• Your goal: A single figure is the whole answer: the number of lines in the entries that contain "Convert".

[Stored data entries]
*** Block opens ***

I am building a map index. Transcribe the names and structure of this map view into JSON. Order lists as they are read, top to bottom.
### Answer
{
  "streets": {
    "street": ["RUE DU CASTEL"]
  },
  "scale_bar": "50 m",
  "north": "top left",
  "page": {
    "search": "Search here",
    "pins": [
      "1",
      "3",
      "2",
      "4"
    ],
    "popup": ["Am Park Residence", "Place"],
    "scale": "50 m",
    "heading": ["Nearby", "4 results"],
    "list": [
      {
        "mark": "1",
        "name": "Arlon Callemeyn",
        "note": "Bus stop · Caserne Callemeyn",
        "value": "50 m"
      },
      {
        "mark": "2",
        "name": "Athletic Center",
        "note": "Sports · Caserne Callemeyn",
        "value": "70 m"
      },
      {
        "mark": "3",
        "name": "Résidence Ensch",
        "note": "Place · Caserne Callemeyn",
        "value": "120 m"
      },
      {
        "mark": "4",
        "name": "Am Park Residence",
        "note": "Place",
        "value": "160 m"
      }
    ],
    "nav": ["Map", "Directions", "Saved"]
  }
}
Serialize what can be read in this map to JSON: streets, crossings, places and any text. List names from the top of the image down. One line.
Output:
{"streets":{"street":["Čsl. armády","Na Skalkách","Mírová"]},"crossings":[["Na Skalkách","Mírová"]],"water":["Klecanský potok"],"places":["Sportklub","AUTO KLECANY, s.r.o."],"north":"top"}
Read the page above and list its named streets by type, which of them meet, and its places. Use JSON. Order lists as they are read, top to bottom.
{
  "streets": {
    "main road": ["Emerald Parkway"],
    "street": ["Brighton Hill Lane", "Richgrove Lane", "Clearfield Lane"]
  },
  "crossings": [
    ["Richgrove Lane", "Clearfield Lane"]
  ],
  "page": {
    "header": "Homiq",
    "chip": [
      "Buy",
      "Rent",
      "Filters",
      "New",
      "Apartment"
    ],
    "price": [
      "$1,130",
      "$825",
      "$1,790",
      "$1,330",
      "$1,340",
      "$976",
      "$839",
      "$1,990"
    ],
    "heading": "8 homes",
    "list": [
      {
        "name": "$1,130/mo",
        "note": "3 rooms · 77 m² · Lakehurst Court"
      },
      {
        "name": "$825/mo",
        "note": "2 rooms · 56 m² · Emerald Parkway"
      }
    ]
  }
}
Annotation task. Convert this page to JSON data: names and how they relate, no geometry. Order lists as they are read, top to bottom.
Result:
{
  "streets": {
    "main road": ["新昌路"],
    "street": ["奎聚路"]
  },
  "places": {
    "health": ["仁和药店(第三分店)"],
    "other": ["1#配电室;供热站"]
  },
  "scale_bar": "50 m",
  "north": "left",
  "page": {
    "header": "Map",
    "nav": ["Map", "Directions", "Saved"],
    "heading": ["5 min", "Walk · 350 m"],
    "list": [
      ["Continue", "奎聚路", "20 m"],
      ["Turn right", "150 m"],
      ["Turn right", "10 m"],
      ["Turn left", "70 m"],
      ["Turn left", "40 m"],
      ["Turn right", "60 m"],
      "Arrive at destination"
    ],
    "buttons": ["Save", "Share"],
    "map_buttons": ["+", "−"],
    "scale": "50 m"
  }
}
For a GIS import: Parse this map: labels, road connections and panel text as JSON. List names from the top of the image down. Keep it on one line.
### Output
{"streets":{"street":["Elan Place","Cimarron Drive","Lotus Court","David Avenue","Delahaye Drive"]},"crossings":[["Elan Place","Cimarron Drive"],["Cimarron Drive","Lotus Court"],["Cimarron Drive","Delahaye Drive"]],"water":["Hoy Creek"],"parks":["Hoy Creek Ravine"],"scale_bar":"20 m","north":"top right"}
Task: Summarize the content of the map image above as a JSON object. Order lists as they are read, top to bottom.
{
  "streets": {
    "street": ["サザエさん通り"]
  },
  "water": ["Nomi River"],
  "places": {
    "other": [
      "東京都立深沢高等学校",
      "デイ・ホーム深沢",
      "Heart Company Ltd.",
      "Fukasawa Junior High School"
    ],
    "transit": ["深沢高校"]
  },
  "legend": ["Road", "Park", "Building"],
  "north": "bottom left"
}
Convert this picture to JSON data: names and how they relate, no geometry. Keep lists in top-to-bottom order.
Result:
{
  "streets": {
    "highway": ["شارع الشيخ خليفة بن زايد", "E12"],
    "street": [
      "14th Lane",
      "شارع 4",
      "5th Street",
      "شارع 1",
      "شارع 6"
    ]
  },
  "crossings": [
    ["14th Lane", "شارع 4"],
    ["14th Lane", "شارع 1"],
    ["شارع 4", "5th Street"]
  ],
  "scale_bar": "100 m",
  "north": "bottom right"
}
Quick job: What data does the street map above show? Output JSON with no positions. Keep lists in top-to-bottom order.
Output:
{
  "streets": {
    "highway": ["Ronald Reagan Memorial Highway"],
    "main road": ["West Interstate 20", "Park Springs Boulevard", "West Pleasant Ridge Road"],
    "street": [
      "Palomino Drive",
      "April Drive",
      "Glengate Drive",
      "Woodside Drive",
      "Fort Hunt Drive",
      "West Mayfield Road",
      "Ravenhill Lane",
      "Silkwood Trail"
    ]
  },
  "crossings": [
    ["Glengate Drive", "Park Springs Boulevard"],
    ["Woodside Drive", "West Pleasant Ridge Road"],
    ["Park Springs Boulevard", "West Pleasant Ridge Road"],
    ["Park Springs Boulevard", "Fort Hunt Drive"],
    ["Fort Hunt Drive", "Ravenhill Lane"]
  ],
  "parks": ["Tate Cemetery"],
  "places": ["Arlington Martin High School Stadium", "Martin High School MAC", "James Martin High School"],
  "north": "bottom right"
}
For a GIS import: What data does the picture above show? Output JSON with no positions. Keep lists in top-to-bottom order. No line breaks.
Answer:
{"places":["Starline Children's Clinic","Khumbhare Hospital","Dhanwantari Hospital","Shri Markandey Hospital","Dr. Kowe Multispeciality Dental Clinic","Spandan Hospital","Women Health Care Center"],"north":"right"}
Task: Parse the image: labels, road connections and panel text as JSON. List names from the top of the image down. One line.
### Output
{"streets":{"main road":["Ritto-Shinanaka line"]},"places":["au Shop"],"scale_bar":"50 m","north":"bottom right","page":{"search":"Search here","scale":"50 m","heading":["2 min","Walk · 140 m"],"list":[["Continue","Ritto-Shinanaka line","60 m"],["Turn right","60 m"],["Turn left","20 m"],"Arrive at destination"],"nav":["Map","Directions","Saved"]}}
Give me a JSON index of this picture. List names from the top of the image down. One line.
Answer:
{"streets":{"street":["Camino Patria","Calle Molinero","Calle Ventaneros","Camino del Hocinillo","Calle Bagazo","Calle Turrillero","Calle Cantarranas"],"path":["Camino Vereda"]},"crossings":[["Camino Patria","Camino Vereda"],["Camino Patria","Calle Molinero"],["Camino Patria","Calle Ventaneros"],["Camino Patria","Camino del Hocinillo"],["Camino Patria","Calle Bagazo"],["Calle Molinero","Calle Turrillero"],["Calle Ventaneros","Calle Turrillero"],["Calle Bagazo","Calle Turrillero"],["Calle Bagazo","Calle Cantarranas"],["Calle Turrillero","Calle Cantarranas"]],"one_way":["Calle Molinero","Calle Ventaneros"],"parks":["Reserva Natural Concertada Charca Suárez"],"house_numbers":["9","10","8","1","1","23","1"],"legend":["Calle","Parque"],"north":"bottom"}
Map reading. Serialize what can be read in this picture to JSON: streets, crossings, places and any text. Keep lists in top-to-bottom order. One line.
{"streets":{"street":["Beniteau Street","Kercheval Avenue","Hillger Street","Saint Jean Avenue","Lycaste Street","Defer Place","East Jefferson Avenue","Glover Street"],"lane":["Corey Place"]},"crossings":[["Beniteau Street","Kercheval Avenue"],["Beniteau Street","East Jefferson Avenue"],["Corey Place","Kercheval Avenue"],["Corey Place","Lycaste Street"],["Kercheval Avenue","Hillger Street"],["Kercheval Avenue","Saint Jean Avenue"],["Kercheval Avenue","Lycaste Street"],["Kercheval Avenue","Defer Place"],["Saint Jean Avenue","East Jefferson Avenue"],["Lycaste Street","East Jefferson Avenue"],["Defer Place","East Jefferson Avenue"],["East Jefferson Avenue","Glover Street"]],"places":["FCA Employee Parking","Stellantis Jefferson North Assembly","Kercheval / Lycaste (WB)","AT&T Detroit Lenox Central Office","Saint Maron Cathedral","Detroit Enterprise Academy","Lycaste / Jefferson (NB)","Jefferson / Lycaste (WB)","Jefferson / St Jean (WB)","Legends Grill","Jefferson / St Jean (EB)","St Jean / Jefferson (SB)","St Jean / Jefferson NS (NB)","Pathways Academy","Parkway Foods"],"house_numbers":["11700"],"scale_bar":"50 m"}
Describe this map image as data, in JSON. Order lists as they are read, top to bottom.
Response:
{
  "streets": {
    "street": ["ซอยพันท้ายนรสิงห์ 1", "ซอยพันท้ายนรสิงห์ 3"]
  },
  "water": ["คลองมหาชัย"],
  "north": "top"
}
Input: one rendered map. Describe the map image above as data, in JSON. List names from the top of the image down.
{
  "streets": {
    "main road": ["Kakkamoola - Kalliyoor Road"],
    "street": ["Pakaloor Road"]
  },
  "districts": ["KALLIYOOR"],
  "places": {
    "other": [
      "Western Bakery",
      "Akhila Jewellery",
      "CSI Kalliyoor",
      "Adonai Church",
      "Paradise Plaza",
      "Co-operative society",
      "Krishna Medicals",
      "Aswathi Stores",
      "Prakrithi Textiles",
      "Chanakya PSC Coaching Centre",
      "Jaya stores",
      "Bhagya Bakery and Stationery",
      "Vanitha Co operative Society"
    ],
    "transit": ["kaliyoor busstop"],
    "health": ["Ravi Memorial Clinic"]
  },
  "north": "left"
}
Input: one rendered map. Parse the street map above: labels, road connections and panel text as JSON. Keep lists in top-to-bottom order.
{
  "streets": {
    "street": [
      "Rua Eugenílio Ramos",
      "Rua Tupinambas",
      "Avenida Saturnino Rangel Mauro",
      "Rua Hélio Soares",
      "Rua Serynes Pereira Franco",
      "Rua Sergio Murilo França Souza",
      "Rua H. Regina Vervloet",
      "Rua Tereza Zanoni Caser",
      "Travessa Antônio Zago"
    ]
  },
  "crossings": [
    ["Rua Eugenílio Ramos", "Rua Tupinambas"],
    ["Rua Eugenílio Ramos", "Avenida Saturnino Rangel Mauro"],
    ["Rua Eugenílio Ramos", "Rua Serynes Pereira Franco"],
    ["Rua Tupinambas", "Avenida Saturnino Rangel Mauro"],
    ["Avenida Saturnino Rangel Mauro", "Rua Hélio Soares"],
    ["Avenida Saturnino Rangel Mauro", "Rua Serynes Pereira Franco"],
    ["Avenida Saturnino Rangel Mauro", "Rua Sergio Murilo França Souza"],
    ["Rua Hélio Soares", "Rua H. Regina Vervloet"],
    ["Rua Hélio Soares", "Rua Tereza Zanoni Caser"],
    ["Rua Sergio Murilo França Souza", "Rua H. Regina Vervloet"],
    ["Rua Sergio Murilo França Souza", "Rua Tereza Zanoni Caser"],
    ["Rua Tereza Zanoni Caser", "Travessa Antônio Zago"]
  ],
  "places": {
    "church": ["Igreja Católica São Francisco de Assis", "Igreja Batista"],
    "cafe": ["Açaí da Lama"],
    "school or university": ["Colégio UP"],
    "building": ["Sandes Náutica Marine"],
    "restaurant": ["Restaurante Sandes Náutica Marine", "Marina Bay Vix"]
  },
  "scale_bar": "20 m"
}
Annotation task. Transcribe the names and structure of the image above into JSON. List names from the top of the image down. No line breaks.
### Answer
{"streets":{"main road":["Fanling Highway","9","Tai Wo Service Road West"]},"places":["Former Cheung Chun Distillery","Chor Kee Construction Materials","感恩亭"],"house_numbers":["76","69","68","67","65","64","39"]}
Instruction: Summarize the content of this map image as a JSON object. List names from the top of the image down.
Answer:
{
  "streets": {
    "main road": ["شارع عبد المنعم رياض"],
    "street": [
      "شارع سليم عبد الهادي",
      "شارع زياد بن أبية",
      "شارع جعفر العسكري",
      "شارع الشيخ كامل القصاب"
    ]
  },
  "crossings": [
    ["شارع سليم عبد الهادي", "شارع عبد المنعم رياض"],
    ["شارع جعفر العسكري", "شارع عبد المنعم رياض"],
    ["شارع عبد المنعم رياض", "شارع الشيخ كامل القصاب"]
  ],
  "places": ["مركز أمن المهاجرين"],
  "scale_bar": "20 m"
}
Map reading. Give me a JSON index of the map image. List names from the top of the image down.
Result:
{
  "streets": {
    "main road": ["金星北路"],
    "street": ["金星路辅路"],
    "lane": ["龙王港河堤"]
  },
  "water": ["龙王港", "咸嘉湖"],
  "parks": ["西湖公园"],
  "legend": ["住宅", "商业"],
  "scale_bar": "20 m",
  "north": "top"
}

*** Block closes ***

• Written solution: 2